◆ **Work to complete**
Copy every line that holds the string "stream" from the data below.

•••

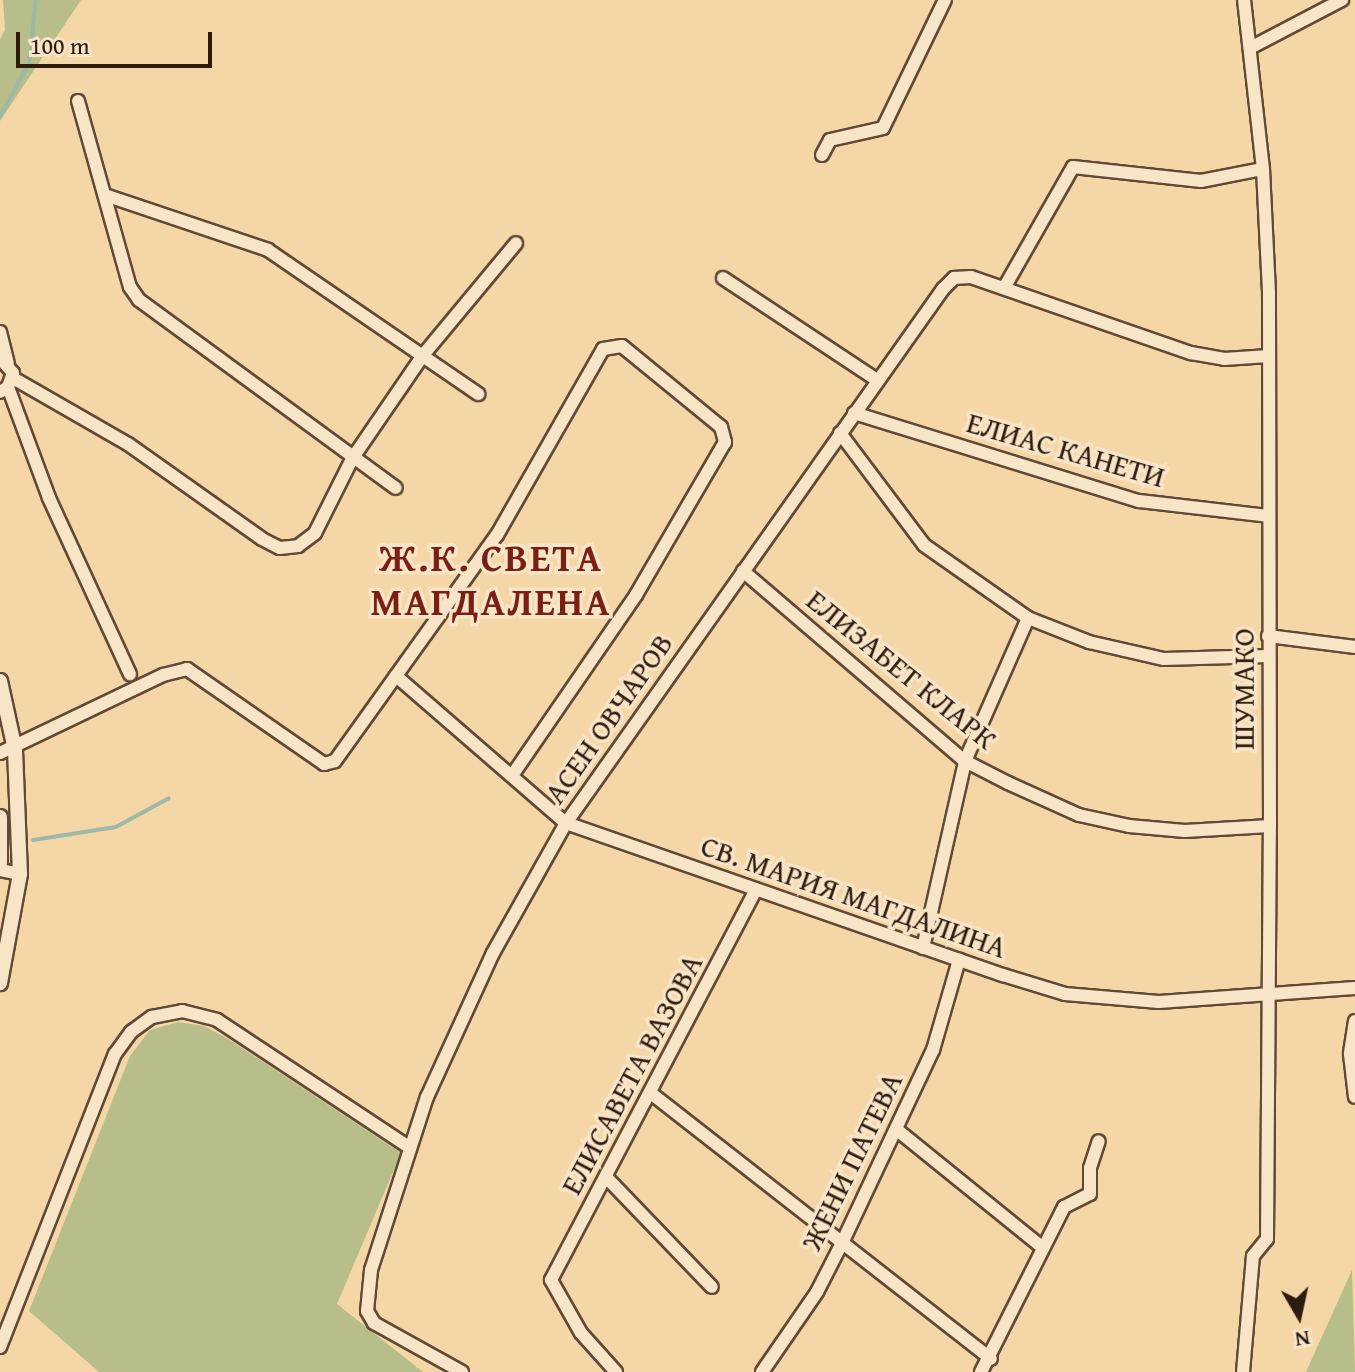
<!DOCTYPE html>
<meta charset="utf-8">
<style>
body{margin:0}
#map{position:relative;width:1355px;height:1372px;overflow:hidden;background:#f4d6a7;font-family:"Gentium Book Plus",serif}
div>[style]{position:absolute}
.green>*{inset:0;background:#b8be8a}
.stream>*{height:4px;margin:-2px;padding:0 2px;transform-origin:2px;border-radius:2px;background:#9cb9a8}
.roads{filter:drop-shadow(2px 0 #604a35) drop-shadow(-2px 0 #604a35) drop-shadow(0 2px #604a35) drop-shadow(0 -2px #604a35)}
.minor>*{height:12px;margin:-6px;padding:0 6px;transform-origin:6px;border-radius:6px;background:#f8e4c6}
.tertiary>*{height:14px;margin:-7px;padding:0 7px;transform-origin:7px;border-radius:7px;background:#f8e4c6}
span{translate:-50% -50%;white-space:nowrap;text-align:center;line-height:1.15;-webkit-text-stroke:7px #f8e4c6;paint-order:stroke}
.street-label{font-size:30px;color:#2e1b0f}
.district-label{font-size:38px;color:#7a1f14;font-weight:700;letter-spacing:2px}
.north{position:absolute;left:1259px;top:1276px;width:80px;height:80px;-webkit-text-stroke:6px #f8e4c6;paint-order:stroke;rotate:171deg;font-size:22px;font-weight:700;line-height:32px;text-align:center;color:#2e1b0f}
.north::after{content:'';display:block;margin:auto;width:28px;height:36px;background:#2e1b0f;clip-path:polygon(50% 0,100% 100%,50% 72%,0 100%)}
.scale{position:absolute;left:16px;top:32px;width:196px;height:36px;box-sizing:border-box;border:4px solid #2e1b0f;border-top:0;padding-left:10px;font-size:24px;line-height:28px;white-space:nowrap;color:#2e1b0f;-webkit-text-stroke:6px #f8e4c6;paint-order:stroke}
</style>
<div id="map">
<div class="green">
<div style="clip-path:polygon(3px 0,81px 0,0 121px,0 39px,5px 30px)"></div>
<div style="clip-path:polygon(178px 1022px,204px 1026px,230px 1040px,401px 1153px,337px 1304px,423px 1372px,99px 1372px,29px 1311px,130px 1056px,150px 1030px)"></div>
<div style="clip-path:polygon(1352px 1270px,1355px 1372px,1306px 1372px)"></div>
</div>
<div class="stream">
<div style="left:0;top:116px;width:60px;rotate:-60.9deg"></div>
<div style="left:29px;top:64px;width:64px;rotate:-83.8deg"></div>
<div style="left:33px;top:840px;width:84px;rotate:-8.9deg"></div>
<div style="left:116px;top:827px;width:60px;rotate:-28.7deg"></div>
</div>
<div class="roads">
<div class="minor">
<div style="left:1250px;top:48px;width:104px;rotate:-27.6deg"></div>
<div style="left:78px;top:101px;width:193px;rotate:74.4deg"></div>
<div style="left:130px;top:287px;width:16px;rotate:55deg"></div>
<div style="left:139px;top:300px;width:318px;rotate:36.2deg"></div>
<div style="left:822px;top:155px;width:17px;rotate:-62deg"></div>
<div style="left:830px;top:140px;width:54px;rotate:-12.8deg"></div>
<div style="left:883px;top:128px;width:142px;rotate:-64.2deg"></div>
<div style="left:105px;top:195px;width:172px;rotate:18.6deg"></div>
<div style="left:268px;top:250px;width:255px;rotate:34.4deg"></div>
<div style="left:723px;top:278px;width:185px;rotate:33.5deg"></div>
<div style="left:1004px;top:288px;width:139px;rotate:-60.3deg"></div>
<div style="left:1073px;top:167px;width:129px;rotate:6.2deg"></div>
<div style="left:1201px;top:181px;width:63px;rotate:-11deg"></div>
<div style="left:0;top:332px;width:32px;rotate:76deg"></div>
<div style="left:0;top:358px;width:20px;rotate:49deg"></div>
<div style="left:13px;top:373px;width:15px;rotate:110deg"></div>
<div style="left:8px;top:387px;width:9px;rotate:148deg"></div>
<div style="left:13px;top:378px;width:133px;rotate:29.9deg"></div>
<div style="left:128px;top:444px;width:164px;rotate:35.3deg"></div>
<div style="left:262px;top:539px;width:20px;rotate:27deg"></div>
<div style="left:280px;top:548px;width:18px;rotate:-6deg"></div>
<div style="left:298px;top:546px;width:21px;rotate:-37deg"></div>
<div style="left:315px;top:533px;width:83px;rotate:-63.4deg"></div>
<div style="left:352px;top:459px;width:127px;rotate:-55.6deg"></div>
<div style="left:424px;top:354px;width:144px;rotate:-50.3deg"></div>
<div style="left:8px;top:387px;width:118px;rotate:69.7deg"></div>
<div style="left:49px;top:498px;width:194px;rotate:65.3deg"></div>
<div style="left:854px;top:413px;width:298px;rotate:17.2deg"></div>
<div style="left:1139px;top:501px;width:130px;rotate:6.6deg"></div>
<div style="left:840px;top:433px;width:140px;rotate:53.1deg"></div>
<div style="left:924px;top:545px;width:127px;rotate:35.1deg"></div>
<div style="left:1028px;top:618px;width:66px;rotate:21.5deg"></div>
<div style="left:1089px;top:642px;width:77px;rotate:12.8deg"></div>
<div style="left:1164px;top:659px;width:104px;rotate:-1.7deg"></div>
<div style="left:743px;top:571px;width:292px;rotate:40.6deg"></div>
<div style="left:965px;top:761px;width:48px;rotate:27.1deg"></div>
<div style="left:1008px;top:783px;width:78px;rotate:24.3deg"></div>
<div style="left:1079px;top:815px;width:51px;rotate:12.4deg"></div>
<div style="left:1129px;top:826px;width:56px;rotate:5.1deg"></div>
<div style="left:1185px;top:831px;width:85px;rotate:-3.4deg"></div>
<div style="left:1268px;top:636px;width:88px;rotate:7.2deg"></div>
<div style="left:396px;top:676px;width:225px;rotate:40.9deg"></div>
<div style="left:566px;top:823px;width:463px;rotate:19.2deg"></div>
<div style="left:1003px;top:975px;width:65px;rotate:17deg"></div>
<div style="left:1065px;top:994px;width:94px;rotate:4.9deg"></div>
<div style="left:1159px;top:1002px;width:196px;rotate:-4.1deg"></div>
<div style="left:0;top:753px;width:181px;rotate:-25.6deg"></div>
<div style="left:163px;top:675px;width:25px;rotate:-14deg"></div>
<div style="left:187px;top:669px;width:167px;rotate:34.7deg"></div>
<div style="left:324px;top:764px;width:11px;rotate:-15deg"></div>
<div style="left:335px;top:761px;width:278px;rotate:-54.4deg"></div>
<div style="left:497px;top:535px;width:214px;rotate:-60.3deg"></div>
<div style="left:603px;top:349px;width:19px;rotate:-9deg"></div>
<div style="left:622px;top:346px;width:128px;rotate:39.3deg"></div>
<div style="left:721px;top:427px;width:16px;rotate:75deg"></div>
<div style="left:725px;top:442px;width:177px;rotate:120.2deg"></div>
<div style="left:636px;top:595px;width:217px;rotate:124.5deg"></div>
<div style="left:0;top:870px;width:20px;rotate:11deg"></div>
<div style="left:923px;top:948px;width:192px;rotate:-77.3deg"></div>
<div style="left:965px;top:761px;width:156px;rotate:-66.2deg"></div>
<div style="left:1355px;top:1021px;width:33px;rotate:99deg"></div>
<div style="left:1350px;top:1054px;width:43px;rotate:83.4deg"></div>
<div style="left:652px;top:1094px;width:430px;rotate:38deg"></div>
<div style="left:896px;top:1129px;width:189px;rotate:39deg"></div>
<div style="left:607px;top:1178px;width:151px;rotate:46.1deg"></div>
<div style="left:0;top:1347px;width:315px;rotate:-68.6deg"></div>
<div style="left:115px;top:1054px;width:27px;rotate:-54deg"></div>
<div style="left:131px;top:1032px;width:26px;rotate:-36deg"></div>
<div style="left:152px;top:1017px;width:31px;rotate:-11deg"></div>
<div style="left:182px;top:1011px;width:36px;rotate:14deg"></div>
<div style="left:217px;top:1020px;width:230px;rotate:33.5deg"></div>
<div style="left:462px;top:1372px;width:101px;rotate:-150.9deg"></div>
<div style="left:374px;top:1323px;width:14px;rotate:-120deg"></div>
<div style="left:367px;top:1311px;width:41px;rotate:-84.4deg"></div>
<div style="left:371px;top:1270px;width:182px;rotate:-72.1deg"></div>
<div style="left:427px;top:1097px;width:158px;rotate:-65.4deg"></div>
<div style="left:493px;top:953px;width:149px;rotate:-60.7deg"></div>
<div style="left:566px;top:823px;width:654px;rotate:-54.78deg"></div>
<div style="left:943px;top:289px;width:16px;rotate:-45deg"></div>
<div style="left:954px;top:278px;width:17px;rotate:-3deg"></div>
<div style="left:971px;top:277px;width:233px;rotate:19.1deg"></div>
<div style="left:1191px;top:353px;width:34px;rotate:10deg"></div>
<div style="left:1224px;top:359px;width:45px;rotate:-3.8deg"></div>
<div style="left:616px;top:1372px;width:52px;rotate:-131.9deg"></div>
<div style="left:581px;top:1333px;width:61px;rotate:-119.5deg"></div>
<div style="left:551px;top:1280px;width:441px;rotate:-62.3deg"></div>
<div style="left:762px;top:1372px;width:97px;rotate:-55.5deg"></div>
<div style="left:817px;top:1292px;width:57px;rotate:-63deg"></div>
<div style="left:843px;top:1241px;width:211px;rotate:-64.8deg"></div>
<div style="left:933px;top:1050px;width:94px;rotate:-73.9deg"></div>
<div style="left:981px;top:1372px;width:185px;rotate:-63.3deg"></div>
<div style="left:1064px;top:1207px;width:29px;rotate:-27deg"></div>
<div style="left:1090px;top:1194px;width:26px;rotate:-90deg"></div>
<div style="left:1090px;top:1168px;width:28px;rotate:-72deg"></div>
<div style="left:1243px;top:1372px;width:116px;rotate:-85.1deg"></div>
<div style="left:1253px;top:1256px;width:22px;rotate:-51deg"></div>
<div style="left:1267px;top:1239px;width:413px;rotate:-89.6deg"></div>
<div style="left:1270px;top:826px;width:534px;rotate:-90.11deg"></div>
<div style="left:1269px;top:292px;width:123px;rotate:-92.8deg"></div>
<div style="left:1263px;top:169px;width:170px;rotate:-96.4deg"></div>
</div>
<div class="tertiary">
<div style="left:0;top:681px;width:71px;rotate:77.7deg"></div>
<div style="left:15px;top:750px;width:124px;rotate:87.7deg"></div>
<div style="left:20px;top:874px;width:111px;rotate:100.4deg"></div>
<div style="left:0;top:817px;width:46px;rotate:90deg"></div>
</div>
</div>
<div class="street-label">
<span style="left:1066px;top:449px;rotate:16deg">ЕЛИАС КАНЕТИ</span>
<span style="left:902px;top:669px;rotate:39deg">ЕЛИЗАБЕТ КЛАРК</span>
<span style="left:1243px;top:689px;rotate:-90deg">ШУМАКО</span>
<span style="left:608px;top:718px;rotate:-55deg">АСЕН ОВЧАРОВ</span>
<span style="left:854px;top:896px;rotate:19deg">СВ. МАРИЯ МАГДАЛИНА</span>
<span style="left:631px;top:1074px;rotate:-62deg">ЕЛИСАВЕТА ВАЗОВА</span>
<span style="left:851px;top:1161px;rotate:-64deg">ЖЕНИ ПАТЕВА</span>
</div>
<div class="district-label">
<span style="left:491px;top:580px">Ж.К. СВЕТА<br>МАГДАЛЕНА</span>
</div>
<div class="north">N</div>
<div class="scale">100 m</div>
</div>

•••

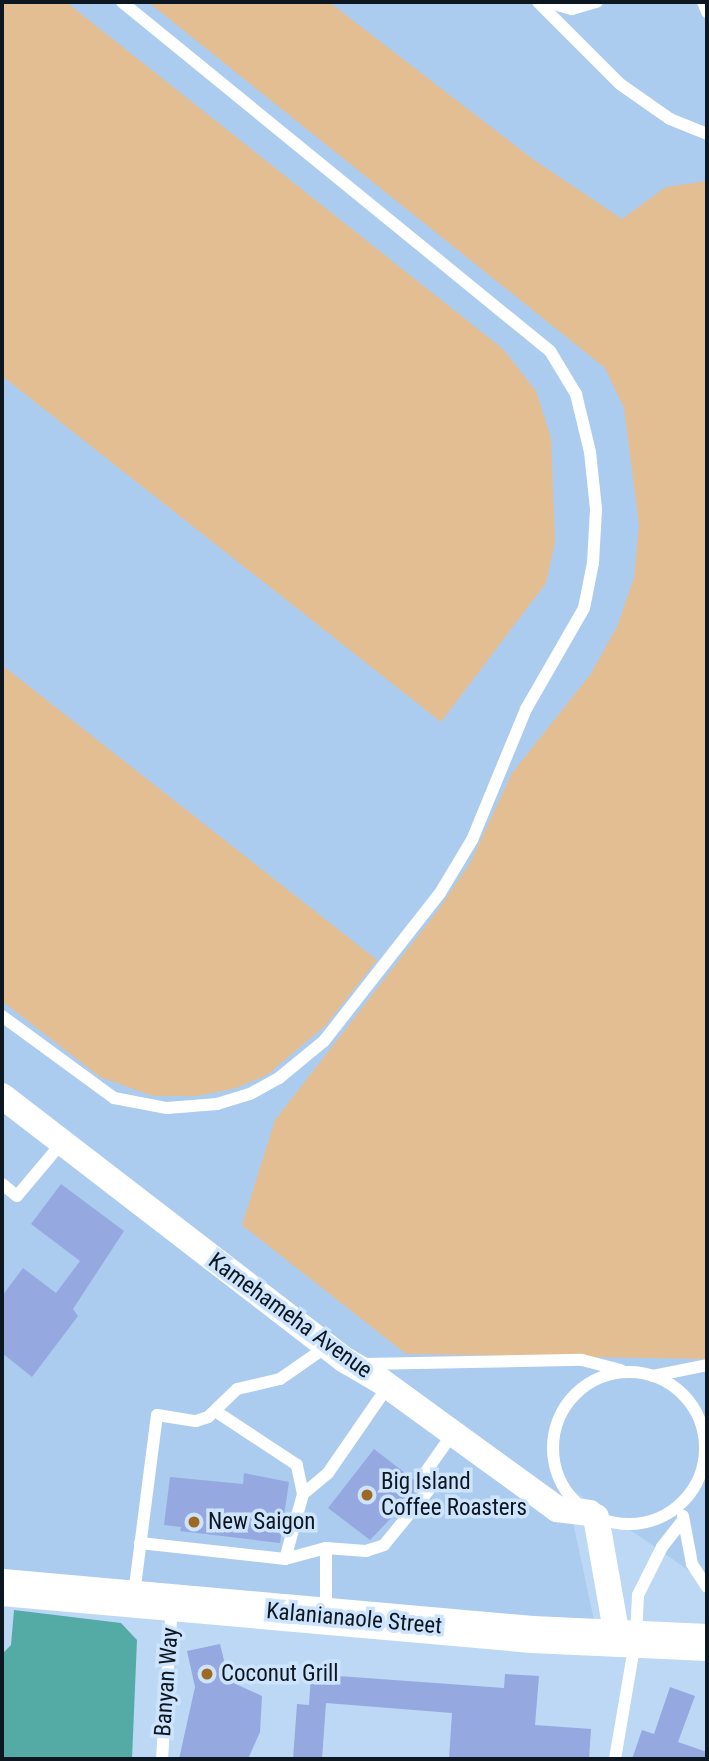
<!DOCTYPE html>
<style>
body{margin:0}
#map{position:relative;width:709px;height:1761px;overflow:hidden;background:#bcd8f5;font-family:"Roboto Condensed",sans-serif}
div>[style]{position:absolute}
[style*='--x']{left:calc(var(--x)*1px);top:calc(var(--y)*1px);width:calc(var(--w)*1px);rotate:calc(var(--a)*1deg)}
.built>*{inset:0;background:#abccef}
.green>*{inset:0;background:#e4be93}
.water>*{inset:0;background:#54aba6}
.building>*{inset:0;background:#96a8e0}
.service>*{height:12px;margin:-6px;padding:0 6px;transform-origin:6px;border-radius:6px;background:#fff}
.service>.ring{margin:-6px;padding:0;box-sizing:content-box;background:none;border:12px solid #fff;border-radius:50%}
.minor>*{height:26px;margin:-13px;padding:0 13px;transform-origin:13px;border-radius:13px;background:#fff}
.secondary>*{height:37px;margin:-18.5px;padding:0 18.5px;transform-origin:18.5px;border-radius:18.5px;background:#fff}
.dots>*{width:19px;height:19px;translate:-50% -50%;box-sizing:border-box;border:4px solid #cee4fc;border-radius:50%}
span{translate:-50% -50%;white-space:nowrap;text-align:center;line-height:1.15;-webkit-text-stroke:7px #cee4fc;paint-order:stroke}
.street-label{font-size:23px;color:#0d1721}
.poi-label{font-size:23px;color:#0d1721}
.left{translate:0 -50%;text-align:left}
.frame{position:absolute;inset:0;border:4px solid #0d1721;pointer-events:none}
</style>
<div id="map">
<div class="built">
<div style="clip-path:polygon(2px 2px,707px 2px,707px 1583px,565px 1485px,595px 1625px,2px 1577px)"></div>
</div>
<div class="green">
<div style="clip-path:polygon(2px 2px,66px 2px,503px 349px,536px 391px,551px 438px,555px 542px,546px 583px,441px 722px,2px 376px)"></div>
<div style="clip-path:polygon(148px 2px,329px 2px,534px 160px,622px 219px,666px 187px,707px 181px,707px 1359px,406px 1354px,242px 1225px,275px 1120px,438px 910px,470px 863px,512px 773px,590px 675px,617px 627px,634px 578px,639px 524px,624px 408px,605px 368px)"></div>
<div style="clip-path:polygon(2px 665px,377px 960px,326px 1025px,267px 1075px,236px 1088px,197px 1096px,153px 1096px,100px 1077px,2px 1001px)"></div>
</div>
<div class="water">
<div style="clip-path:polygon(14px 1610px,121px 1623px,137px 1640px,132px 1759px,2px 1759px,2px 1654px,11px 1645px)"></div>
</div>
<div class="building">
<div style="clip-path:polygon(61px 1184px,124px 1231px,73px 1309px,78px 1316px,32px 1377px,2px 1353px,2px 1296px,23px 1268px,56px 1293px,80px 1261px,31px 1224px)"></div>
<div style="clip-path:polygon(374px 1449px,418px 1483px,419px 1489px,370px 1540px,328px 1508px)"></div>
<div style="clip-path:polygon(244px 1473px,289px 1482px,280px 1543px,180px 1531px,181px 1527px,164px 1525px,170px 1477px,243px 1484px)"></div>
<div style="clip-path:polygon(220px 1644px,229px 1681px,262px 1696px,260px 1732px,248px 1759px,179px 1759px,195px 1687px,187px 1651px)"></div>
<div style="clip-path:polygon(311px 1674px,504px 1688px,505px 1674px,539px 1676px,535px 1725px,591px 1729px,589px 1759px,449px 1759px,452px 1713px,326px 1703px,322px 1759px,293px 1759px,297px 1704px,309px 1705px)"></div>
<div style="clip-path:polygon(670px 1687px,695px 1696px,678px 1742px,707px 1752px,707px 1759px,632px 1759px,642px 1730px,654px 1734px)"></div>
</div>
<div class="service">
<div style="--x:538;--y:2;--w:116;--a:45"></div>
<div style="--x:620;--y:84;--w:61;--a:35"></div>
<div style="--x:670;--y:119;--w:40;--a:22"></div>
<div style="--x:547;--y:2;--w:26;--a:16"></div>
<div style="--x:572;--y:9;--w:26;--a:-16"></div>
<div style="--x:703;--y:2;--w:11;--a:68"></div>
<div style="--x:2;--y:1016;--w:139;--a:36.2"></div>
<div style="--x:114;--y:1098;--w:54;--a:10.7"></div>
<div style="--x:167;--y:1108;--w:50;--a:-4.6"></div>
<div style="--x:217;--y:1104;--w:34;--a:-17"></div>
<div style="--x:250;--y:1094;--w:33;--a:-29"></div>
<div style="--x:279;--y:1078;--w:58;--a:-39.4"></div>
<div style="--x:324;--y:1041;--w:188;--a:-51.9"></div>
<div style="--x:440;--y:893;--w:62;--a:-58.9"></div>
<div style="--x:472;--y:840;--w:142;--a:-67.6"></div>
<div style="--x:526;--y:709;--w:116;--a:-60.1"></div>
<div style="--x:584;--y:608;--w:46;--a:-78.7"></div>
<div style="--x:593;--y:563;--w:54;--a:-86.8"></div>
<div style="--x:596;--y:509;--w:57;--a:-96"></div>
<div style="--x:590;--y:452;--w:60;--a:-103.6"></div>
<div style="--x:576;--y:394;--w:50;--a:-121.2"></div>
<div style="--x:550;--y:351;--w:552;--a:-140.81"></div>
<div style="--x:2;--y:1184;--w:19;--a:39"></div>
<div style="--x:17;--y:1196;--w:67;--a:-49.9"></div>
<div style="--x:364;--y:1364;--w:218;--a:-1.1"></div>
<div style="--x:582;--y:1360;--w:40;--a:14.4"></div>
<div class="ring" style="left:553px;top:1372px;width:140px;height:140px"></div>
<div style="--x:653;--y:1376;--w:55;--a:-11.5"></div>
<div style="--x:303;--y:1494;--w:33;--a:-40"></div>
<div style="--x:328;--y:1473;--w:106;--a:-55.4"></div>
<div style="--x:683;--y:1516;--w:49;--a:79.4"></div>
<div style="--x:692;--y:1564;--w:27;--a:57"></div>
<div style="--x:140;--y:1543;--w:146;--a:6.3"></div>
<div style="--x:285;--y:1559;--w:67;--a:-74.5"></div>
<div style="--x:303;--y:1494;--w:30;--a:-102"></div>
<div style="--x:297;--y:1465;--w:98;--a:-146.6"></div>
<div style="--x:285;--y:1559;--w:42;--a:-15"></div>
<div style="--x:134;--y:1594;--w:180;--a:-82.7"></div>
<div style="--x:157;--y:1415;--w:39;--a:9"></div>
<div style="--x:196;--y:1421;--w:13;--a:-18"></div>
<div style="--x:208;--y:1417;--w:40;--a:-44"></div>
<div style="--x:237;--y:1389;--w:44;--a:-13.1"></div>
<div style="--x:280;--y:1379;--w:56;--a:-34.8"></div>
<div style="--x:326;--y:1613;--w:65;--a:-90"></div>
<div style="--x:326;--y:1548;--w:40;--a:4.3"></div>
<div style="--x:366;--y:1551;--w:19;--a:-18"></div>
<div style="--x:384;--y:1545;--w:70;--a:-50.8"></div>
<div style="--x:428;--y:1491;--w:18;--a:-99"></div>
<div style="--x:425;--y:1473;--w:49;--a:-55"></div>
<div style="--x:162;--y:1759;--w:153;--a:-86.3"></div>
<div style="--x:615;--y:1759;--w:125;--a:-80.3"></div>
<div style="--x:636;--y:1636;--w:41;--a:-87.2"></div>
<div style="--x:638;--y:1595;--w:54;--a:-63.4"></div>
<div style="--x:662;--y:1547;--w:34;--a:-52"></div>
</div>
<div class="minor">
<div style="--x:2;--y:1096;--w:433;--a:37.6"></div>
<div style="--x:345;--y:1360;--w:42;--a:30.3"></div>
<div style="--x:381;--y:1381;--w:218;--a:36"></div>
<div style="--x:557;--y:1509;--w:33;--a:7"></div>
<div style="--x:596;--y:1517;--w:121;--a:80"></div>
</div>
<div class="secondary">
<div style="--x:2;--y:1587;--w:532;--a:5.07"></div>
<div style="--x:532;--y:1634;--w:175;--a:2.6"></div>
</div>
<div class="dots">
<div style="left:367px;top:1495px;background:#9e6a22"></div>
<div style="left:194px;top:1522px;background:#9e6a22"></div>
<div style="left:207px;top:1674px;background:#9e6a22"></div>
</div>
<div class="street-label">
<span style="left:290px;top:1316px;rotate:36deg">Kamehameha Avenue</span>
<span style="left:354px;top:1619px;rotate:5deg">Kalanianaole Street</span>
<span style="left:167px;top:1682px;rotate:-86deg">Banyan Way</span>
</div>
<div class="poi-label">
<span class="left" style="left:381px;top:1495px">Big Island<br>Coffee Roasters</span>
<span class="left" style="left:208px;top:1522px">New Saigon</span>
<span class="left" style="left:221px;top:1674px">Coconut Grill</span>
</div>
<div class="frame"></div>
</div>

•••

◆ **Output below**
.stream>*{height:4px;margin:-2px;padding:0 2px;transform-origin:2px;border-radius:2px;background:#9cb9a8}
<div class="stream">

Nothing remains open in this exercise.